Two studies from the field of palliative care are provocative. The more recent one, published last year,4 asked a group of palliative care doctors in Chicago to estimate remaining life expectancy for 504 patients newly admitted to a hospice program. Patients were followed until they died. Patients were relatively old (mean age 69) and had advanced disease (median survival 24 days). If accuracy was defined as being within 0.5 and 2.0 times the actual survival, physicians were accurate 34% of the time, optimistic 55% of the time, and pessimistic 11% of the time. Even when we consider fairly terminal patients, physicians do not perform as well as expected.

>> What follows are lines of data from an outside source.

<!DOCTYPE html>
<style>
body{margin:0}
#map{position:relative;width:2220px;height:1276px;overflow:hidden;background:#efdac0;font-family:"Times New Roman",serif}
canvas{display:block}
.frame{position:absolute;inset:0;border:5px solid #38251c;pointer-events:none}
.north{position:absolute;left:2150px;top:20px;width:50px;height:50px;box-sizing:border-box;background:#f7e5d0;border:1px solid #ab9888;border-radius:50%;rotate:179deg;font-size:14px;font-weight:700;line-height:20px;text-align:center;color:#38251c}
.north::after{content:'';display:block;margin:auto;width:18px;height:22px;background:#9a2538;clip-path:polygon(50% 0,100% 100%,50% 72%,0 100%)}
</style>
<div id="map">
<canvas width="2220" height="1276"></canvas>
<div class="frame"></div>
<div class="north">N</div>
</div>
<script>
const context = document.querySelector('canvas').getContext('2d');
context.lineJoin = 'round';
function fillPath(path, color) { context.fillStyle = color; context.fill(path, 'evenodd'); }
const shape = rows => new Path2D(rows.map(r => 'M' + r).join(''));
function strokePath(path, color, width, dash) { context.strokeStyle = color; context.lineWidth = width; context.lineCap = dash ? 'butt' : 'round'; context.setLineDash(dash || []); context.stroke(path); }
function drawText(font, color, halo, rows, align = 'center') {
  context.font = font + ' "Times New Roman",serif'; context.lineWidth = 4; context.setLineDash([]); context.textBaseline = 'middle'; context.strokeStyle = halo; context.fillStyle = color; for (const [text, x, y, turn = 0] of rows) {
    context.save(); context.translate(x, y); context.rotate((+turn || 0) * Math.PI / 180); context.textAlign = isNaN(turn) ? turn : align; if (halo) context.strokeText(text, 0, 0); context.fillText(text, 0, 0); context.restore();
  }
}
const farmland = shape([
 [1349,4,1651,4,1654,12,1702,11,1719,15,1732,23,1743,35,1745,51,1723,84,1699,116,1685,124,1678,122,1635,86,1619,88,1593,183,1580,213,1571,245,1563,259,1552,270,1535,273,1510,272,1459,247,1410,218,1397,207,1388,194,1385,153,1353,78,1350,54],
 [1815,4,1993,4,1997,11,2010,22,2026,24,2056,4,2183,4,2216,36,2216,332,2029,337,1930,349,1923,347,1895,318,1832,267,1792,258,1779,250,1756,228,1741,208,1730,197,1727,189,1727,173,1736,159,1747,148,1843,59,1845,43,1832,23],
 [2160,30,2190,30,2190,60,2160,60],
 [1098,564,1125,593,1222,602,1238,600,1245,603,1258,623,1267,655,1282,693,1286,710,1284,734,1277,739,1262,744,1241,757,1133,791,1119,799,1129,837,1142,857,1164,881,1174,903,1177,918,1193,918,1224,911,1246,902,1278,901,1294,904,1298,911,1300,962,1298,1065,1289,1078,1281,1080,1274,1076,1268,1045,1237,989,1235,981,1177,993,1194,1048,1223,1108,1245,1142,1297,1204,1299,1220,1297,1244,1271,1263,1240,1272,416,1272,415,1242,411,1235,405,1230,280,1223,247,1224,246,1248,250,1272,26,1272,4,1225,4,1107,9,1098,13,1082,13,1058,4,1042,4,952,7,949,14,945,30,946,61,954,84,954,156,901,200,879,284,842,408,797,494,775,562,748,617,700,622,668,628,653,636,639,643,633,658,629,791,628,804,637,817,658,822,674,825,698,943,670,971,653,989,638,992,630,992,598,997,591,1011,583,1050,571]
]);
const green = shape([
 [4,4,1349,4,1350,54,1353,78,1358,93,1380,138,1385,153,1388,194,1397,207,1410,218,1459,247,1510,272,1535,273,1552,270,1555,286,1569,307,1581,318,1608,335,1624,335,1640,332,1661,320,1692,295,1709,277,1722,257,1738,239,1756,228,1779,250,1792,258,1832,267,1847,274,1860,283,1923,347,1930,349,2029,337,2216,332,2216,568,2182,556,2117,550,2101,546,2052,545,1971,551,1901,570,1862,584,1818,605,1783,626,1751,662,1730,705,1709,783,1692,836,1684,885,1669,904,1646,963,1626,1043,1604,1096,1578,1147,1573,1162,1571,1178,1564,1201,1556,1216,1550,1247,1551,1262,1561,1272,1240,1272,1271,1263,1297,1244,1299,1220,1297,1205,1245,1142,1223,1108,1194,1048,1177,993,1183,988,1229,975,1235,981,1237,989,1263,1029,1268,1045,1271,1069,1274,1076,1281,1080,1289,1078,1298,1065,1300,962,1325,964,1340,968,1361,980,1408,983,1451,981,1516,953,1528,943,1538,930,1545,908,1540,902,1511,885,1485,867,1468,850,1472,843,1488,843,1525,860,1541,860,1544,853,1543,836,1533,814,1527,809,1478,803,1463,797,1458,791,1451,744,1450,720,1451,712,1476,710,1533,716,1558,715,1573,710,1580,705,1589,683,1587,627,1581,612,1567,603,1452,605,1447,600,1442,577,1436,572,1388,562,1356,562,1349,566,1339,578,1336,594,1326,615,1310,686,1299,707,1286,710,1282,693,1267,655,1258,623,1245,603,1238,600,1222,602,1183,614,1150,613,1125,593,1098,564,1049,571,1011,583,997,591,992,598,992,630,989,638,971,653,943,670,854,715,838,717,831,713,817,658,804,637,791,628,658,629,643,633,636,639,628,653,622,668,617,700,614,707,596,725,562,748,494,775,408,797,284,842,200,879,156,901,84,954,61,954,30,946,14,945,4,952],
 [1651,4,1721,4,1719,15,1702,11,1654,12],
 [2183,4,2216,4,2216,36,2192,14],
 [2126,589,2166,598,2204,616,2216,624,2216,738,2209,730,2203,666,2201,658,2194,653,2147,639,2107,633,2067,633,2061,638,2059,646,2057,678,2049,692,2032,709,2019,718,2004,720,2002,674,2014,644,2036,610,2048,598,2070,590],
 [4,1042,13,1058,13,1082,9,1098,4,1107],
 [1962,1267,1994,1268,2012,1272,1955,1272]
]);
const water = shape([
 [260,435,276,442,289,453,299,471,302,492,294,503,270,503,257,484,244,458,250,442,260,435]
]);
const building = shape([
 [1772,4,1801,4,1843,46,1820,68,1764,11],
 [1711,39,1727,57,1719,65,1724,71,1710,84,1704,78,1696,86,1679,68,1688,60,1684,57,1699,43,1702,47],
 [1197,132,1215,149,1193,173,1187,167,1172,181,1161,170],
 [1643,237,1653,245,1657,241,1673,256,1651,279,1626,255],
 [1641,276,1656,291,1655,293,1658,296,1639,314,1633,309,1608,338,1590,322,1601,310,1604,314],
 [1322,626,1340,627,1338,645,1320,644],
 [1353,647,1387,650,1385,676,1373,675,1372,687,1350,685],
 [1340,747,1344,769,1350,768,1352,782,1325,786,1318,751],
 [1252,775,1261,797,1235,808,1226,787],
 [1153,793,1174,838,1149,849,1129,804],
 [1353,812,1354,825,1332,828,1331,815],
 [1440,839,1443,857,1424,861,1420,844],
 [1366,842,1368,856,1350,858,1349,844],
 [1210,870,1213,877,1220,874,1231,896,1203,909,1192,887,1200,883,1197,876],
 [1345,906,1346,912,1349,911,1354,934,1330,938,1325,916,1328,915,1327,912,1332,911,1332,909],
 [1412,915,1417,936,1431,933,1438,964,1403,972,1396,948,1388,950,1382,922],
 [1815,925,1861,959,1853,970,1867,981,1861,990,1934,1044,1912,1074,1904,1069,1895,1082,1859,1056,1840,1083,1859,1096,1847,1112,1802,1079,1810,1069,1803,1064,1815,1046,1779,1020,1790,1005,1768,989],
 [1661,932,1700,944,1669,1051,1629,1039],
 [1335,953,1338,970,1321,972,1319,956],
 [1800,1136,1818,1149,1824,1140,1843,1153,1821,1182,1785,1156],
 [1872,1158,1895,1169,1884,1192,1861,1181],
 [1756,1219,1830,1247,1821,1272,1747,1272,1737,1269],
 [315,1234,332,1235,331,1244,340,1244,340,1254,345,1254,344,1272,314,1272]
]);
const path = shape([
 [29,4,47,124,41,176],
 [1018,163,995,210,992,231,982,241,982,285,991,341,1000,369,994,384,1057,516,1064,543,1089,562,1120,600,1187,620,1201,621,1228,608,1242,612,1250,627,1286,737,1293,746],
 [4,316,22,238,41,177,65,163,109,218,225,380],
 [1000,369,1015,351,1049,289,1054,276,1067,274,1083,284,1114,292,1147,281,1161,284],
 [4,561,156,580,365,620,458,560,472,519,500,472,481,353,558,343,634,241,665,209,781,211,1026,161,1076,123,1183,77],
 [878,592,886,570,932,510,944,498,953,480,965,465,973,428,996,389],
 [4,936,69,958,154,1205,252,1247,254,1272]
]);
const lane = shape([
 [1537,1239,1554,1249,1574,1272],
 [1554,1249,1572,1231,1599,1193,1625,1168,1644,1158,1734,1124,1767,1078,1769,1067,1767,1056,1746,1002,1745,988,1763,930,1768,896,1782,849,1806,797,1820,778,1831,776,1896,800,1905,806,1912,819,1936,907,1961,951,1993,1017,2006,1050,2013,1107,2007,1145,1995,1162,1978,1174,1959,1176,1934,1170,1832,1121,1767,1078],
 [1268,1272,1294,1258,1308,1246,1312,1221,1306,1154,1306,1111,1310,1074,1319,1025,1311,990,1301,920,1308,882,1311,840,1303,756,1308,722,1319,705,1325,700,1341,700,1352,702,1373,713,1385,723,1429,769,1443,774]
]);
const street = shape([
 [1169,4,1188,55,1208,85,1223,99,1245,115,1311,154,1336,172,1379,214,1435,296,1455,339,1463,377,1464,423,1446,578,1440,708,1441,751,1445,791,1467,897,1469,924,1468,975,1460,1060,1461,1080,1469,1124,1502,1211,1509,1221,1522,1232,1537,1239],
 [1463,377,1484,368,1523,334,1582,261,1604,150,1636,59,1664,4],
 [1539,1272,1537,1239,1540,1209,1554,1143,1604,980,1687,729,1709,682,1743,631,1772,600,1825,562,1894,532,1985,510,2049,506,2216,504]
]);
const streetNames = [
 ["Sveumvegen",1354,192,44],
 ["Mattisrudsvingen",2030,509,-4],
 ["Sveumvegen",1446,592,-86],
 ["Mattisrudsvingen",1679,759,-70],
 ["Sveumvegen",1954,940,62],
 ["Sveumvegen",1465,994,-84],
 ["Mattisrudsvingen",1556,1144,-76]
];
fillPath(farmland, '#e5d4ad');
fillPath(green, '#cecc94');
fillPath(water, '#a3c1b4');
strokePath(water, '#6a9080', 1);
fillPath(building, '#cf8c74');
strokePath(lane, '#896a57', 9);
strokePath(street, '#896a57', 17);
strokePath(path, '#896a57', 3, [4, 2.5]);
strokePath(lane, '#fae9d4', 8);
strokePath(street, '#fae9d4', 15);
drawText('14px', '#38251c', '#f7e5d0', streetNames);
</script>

This does not mean we should forget about estimating life expectancy. Rather, it behooves us to perform more research in this area to identify better models for predicting survival. Furthermore, we must realize that disease severity and comorbid illnesses are far more powerful predictors of life expectancy than is chronological age. Until we are far better at estimating survival, guidelines like the ten-year rule in prostate cancer do little service to ourselves and our patients.

Regular readers will realize that this is the third year we are featuring the theme of cancer in Geriatrics & Aging. Much new information continues to be published about cancer screening, diagnosis, treatment, and prognosis in the elderly. In this issue, we have chosen to focus on acute myelogenous leukemia, bladder cancer, multiple myeloma, and gastro-esophageal malignancies. As always, we hope you enjoy it.

References

  1. Alibhai SMH. Oncology & Aging--Bitter Truths and Misguided Paternalism. Geriatrics & Aging 2000; 3(3):3.
  2. Statistics Canada. Life tables, Canada and provinces. Health Reports 1990; 2 (4(Suppl.13)):17.
  3. Walsh PA, Partin AW, Epstein JI. Cancer control and quality of life following anatomical radical retropubic prostatectomy: results at 10 years. J Urol 1994; 152:1831-1836.
  4. Christakis NA, Lamont EB. Extent and determinants of error in doctors' prognoses in terminally ill patients: prospective cohort study. BMJ 2000; 320:469-473.